◆ Assignment
Every line below that has the word "canvas" counts once; report how many lines that makes, with no other words.
☆ ☆ ☆ ☆ ☆
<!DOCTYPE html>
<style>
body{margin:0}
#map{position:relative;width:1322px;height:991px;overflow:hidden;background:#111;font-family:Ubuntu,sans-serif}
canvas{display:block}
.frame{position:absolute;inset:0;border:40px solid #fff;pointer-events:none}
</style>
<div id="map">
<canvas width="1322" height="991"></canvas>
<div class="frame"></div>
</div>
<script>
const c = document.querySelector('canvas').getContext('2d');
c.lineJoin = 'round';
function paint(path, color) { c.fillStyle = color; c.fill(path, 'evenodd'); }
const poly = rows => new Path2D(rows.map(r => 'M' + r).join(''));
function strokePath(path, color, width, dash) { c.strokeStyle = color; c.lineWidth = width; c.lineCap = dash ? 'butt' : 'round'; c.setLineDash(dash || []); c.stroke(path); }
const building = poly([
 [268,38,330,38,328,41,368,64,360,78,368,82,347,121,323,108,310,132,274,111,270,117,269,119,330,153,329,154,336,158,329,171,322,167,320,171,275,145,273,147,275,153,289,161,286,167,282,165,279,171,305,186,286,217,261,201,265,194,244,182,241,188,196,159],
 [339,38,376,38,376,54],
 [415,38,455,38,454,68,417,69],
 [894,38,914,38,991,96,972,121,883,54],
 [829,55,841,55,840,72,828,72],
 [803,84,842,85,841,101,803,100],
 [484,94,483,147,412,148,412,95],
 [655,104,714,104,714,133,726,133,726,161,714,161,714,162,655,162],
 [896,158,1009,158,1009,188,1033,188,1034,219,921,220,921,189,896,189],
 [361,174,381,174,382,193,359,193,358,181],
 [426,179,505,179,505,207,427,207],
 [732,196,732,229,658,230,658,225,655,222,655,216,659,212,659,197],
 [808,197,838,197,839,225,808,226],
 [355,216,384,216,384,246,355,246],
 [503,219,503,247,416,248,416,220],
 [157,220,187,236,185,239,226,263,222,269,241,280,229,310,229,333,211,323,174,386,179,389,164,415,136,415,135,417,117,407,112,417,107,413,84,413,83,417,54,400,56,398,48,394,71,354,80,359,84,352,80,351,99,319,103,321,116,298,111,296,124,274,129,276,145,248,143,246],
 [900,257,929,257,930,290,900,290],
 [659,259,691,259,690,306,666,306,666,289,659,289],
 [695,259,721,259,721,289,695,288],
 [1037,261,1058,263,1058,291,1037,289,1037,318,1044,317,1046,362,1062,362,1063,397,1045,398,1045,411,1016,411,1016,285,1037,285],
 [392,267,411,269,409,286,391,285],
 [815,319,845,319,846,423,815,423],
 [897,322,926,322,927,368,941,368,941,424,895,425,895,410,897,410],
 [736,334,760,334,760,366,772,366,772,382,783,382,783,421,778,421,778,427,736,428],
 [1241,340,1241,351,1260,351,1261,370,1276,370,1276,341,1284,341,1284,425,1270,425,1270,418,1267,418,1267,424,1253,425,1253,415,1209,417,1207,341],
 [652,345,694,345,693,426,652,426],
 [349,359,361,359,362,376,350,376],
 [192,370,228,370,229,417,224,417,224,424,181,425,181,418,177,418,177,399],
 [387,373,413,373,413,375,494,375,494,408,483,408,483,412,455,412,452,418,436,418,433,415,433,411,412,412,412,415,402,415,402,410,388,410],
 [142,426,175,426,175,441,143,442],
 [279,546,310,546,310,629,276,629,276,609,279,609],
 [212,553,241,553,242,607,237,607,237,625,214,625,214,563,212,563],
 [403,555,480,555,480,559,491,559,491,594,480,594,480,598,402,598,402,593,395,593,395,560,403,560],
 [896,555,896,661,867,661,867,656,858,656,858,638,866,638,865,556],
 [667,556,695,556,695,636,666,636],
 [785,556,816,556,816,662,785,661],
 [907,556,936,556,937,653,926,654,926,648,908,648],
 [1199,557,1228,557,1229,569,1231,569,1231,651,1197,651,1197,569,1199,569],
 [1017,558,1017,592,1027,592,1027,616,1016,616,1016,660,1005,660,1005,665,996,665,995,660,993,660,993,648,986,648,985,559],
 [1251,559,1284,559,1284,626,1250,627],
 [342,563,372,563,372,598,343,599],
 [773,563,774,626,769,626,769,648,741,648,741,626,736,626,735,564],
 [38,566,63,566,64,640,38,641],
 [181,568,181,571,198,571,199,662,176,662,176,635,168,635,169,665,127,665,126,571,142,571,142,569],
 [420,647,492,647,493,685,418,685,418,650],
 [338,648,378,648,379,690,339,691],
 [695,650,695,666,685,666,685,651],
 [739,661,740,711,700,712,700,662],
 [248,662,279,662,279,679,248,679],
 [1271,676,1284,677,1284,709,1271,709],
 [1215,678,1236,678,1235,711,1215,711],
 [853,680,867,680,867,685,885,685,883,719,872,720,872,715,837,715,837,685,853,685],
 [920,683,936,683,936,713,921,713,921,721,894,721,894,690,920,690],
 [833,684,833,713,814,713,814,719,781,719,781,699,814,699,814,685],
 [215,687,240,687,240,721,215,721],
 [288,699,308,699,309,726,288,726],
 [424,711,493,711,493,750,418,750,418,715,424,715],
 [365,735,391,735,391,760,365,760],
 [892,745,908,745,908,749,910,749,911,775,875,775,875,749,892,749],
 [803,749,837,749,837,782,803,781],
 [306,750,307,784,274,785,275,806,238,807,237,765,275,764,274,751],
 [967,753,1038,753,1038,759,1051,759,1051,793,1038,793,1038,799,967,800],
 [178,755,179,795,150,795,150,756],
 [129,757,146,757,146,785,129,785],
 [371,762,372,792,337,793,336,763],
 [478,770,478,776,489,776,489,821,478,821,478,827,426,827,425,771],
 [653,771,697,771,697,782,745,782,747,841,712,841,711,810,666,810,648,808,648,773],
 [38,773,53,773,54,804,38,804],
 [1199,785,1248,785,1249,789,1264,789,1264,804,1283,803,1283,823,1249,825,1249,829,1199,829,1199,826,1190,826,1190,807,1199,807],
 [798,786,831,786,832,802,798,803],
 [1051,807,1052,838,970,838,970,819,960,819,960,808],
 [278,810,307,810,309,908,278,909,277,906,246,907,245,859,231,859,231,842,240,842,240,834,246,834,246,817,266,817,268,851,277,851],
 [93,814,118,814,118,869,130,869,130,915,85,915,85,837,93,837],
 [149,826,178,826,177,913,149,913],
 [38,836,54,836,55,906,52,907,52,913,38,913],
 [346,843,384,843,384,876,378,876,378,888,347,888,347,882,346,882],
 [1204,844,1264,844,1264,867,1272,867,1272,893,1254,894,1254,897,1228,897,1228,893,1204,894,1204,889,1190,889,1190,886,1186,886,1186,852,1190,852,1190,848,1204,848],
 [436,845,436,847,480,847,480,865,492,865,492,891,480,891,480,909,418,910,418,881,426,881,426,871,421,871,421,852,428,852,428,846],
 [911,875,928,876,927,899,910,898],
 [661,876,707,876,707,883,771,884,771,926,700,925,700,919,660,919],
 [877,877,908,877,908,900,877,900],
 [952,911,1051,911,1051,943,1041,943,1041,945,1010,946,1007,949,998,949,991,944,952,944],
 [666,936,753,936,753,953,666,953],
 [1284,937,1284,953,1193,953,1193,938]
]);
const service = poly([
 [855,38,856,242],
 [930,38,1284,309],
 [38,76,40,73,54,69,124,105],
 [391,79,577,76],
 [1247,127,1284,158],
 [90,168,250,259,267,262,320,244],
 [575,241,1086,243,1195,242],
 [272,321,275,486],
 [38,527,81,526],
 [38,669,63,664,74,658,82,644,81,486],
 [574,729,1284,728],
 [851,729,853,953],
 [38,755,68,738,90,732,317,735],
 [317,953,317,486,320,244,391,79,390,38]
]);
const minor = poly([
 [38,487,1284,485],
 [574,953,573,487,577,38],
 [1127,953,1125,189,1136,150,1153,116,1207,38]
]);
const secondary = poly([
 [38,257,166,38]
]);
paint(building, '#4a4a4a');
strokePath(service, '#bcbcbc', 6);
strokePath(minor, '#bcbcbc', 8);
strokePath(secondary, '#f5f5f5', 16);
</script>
☆ ☆ ☆ ☆ ☆
◆ Result for this exercise
3